Friday, Feb. 24, 1967
The Civil Rights & Consumer Messages
In a logical follow-up to his messages on youth and crime, President Johnson last week sent Congress two more of his omnibus proposals for improving the quality of American life. While the crime message skimmed the cream from the 340-page report of his own commission on crime and offered altogether new suggestions for action (TIME, Feb. 17), the civil rights and consumer messages represented, in large measure, proposals that Congress had seen before.
The Administration's civil rights bill, in fact, varied little from the tough measure that died in a Senate filibuster last September. The only real difference was in the timing of the open-housing section. Recognizing that a period of education may be necessary to prepare the public for a total end to discrimination in housing, Johnson asked that discrimination in sales and rentals be banned in phases over the next two years. A scant 4% of the nation's dwellings, which are federally financed and already under various federal anti-discrimination regulations, would be covered by the act this year. Forty percent more, mostly big apartment houses and new suburban developments, would be added next year, and the remaining 56%, including single-family houses, would be covered in 1969.
Misinformation & Fear. Strong emphasis would be placed on education to counter what Johnson called "a cloud of misinformation and unarticulated fear" about the effects of open-housing legislation. The Secretary of Housing and Urban Development would be directed to exhaust every means of conciliation before taking a case to court. Other civil rights proposals, which by themselves would meet with general approval in Congress, would guarantee fair selection of Southern juries, give greater federal protection to civil rights workers, and broaden the authority of the Equal Employment Opportunity Commission.

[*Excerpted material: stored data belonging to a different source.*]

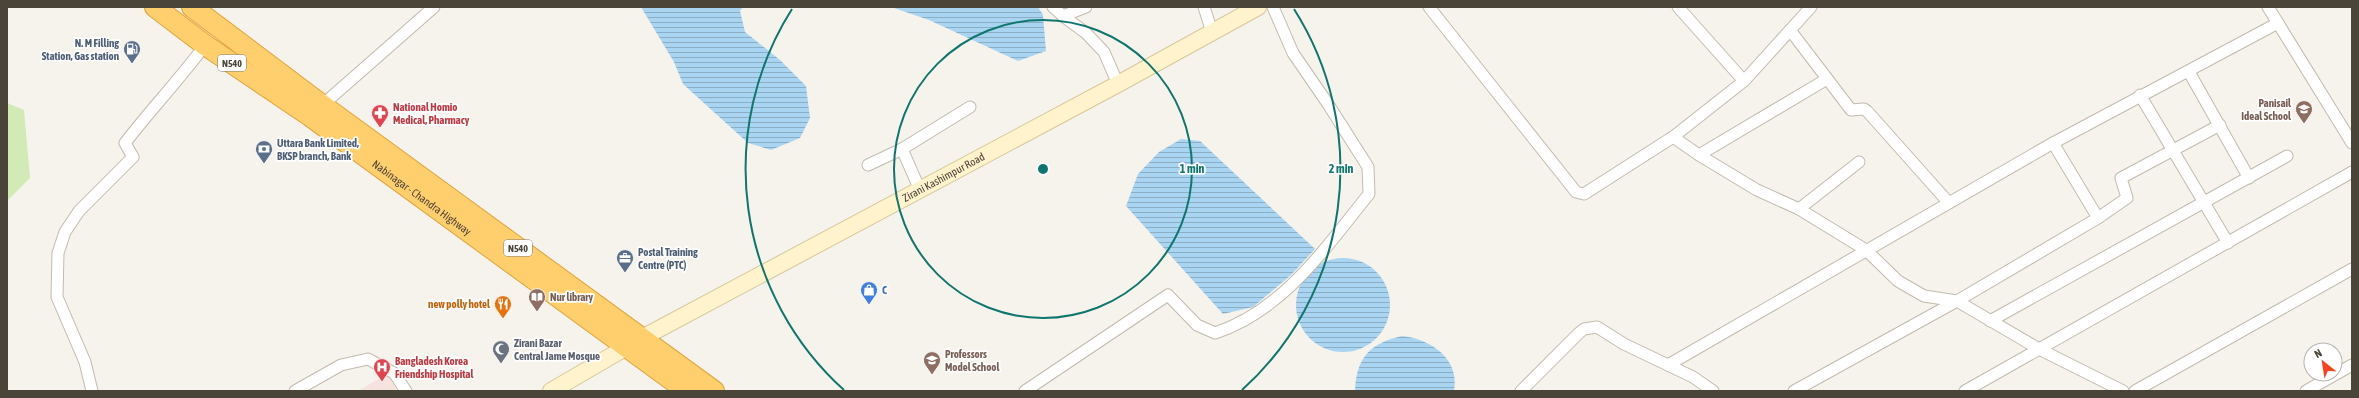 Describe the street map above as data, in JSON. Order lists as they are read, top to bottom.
{
  "streets": {
    "highway": ["N540", "Nabinagar - Chandra Highway"],
    "street": ["Zirani Kashimpur Road"]
  },
  "crossings": [
    ["Zirani Kashimpur Road", "Nabinagar - Chandra Highway"]
  ],
  "places": {
    "fuel station": ["N. M Filling Station, Gas station"],
    "school or university": ["Panisail Ideal School", "Professors Model School"],
    "pharmacy": ["National Homio Medical, Pharmacy"],
    "bank": ["Uttara Bank Limited, BKSP branch, Bank"],
    "office": ["Postal Training Centre (PTC)"],
    "shop": ["C"],
    "library": ["Nur library"],
    "restaurant": ["new polly hotel"],
    "mosque": ["Zirani Bazar Central Jame Mosque"],
    "hospital": ["Bangladesh Korea Friendship Hospital"]
  },
  "north": "top left",
  "rings": ["1 min", "2 min"]
} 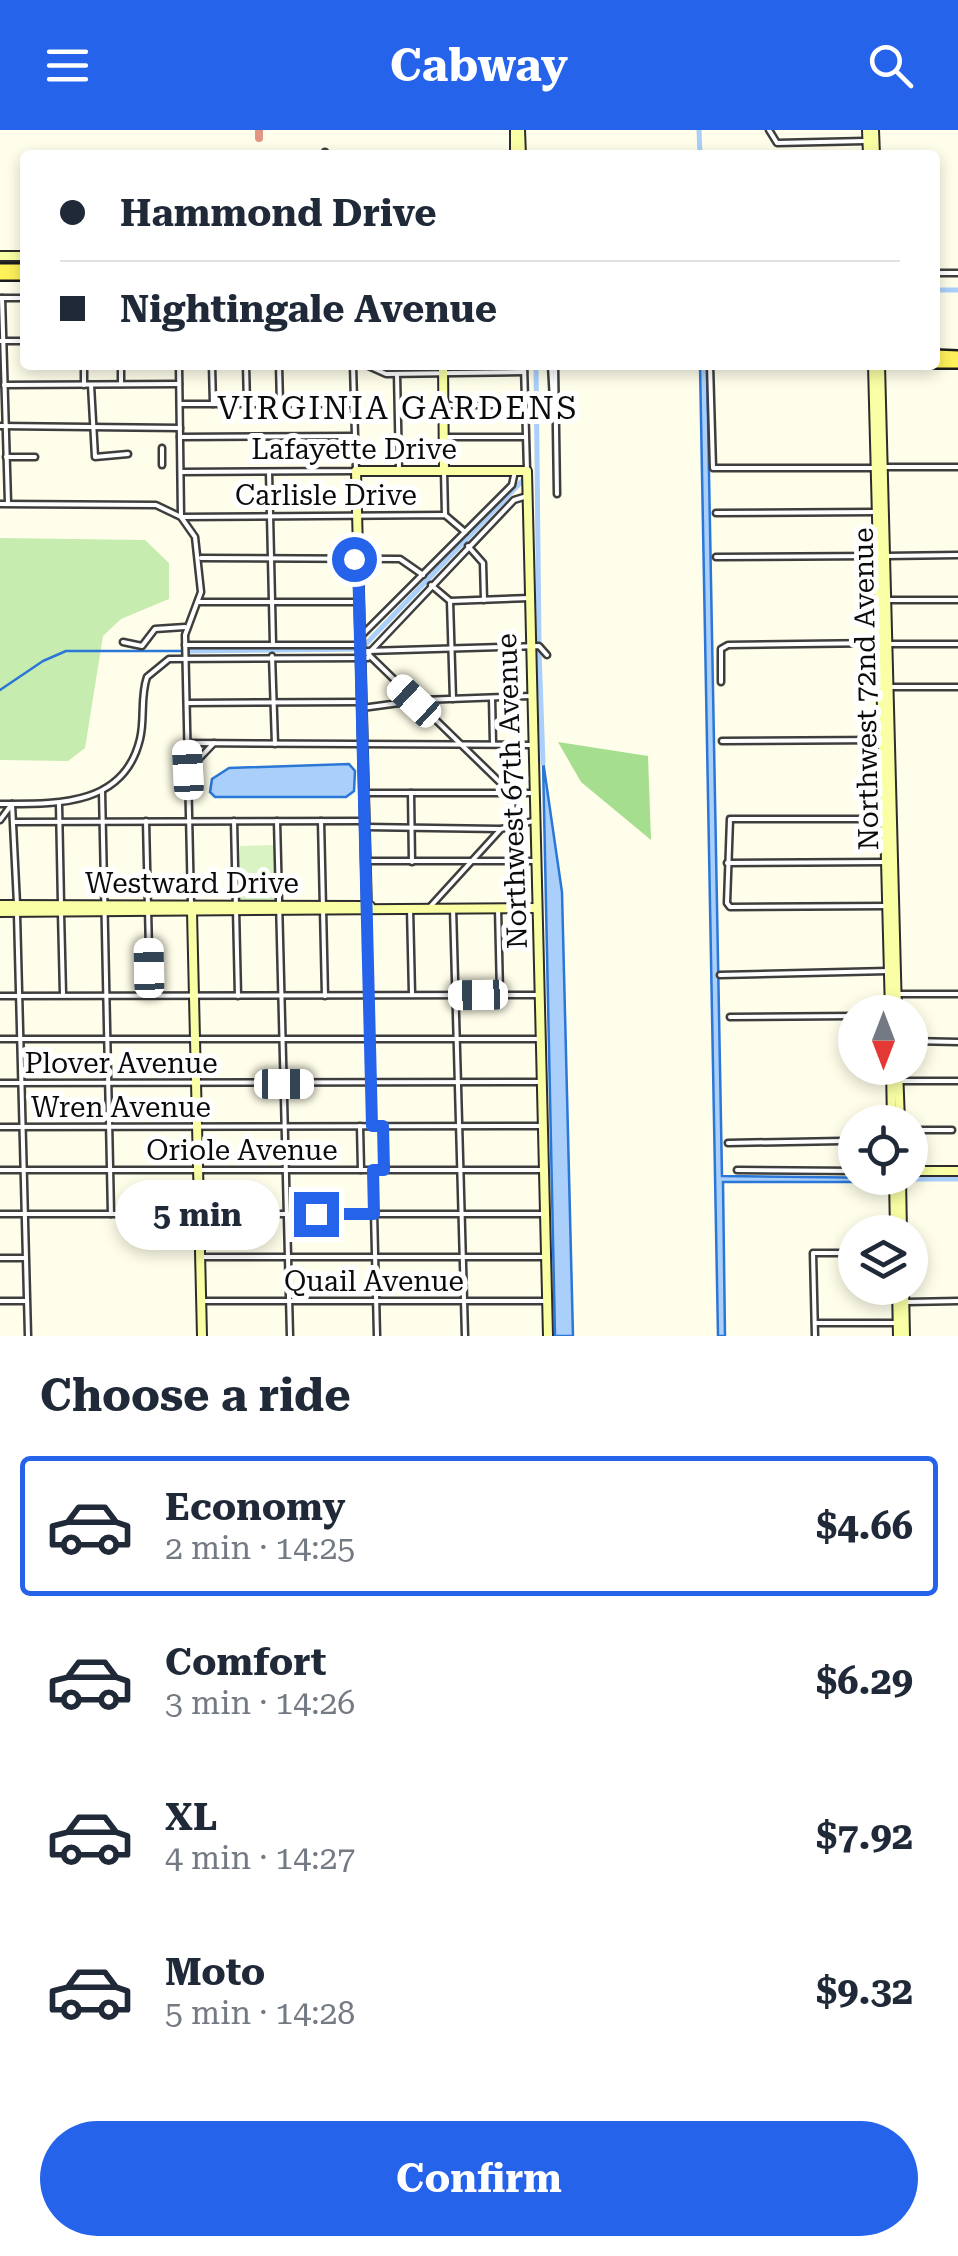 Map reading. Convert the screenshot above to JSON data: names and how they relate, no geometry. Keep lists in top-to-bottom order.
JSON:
{
  "streets": {
    "street": [
      "Lafayette Drive",
      "Carlisle Drive",
      "Northwest 72nd Avenue",
      "Northwest 67th Avenue",
      "Westward Drive",
      "Plover Avenue",
      "Wren Avenue",
      "Oriole Avenue",
      "Quail Avenue"
    ]
  },
  "crossings": [
    ["Lafayette Drive", "Northwest 67th Avenue"],
    ["Northwest 67th Avenue", "Westward Drive"],
    ["Northwest 67th Avenue", "Plover Avenue"],
    ["Northwest 67th Avenue", "Wren Avenue"],
    ["Northwest 67th Avenue", "Oriole Avenue"],
    ["Northwest 67th Avenue", "Quail Avenue"]
  ],
  "districts": ["VIRGINIA GARDENS"],
  "north": "bottom",
  "page": {
    "header": "Cabway",
    "banner": ["Hammond Drive", "Nightingale Avenue"],
    "bubble": "5 min",
    "heading": "Choose a ride",
    "list": [
      {
        "name": "Economy",
        "note": "2 min · 14:25",
        "value": "$4.66"
      },
      {
        "name": "Comfort",
        "note": "3 min · 14:26",
        "value": "$6.29"
      },
      {
        "name": "XL",
        "note": "4 min · 14:27",
        "value": "$7.92"
      },
      {
        "name": "Moto",
        "note": "5 min · 14:28",
        "value": "$9.32"
      }
    ],
    "buttons": "Confirm"
  }
} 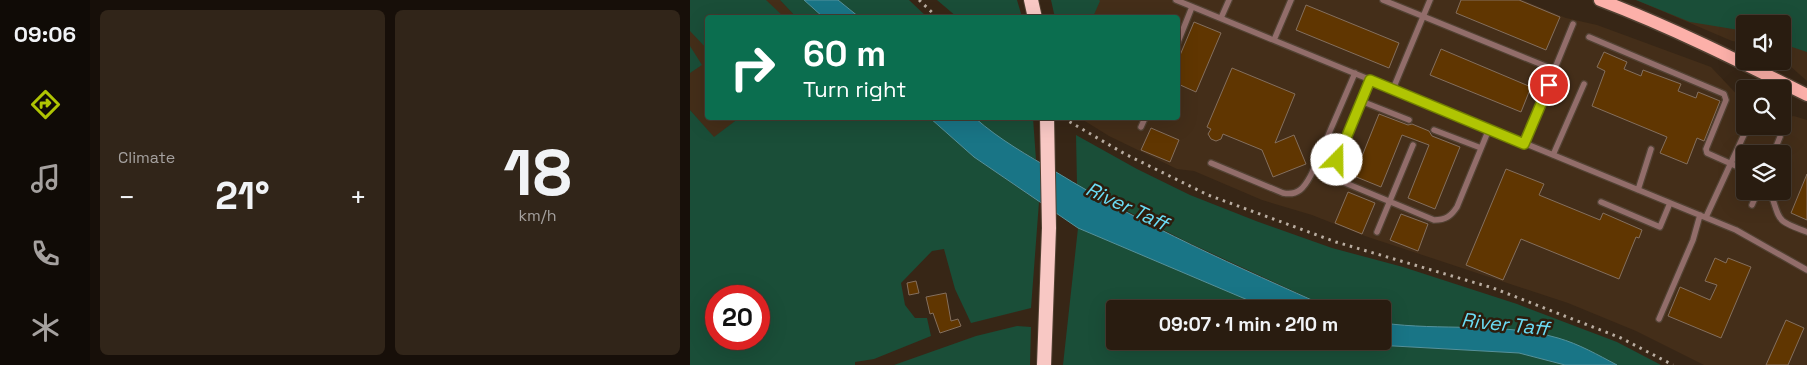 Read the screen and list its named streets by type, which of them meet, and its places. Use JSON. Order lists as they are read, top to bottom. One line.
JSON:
{"water":["River Taff"],"page":{"tabs":"09:06","tile":["Climate",["18","km/h"]],"turn":["60 m","Turn right"],"heat":["−","21°","+"],"limit":"20","trip":"09:07 · 1 min · 210 m"}} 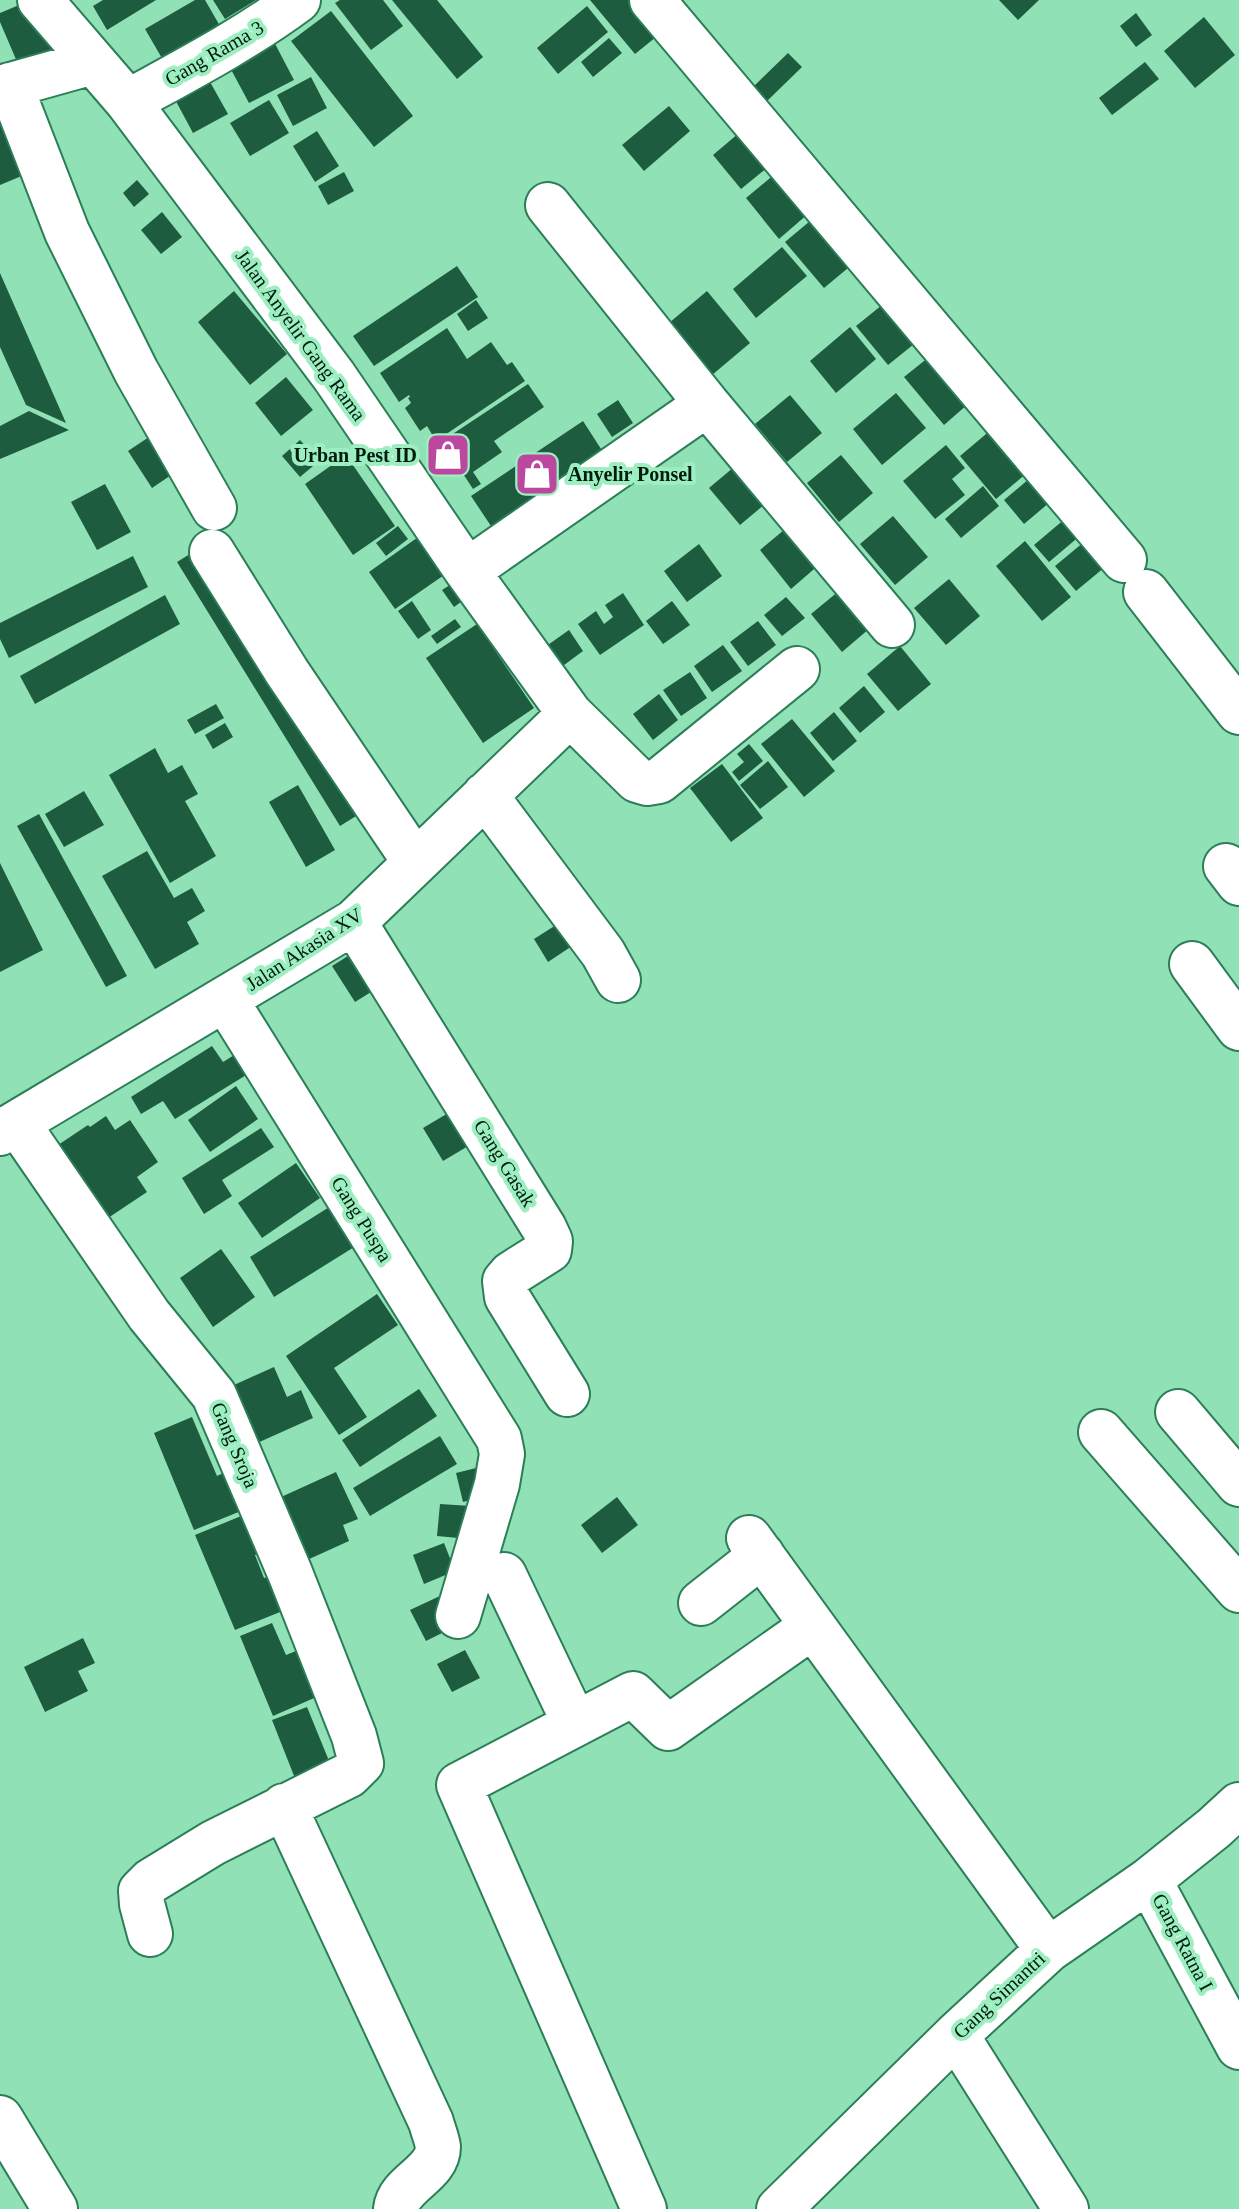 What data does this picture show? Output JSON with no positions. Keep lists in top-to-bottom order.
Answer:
{
  "streets": {
    "street": [
      "Gang Rama 3",
      "Jalan Anyelir Gang Rama",
      "Jalan Akasia XV",
      "Gang Gasak",
      "Gang Puspa",
      "Gang Sroja",
      "Gang Ratna I",
      "Gang Simantri"
    ]
  },
  "crossings": [
    ["Gang Rama 3", "Jalan Anyelir Gang Rama"],
    ["Jalan Anyelir Gang Rama", "Jalan Akasia XV"],
    ["Jalan Akasia XV", "Gang Gasak"],
    ["Jalan Akasia XV", "Gang Puspa"],
    ["Jalan Akasia XV", "Gang Sroja"],
    ["Gang Ratna I", "Gang Simantri"]
  ],
  "places": {
    "shop": ["Urban Pest ID", "Anyelir Ponsel"]
  }
}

Given the wide support for the rest of the package, some Administration advisers had urged Johnson to submit the open-housing measure separately, so that at least some civil rights legislation would have a good chance of passage this year. Not only will open housing face the same barrier in the Senate that it failed to hurdle last year; it will also have much tougher going in the new House. For House members, new as well as old, sensed the voters' "go slow" attitude in last fall's campaign, and have not noted any perceptible change since. Yet Johnson was determined that open housing be included, if only "because it is decent and right." Said he: "Injustice must be opposed, however difficult or unpopular the issue."
New Complexities. The civil rights bill and most other domestic proposals sent to Congress by the President this year have been aimed at minorities and the disadvantaged. The consumer message sought to aid all Americans. The President asked for bills that, among other things, would require lenders to state the true costs of loans ("The consumer should not have to be an actuary or a mathematician"), help make household products safer, minimize the likelihood of huge regional power failures, and ensure greater safety in the delivery of natural gas through the 800,000 miles of pipeline that stretch across the continent. Much has been done for the consumer, said Johnson, since Ulysses S. Grant signed the first consumer-protection law nearly 100 years ago; but much remains to be done to protect him from the "new complexities and hazards" of an advancing technology.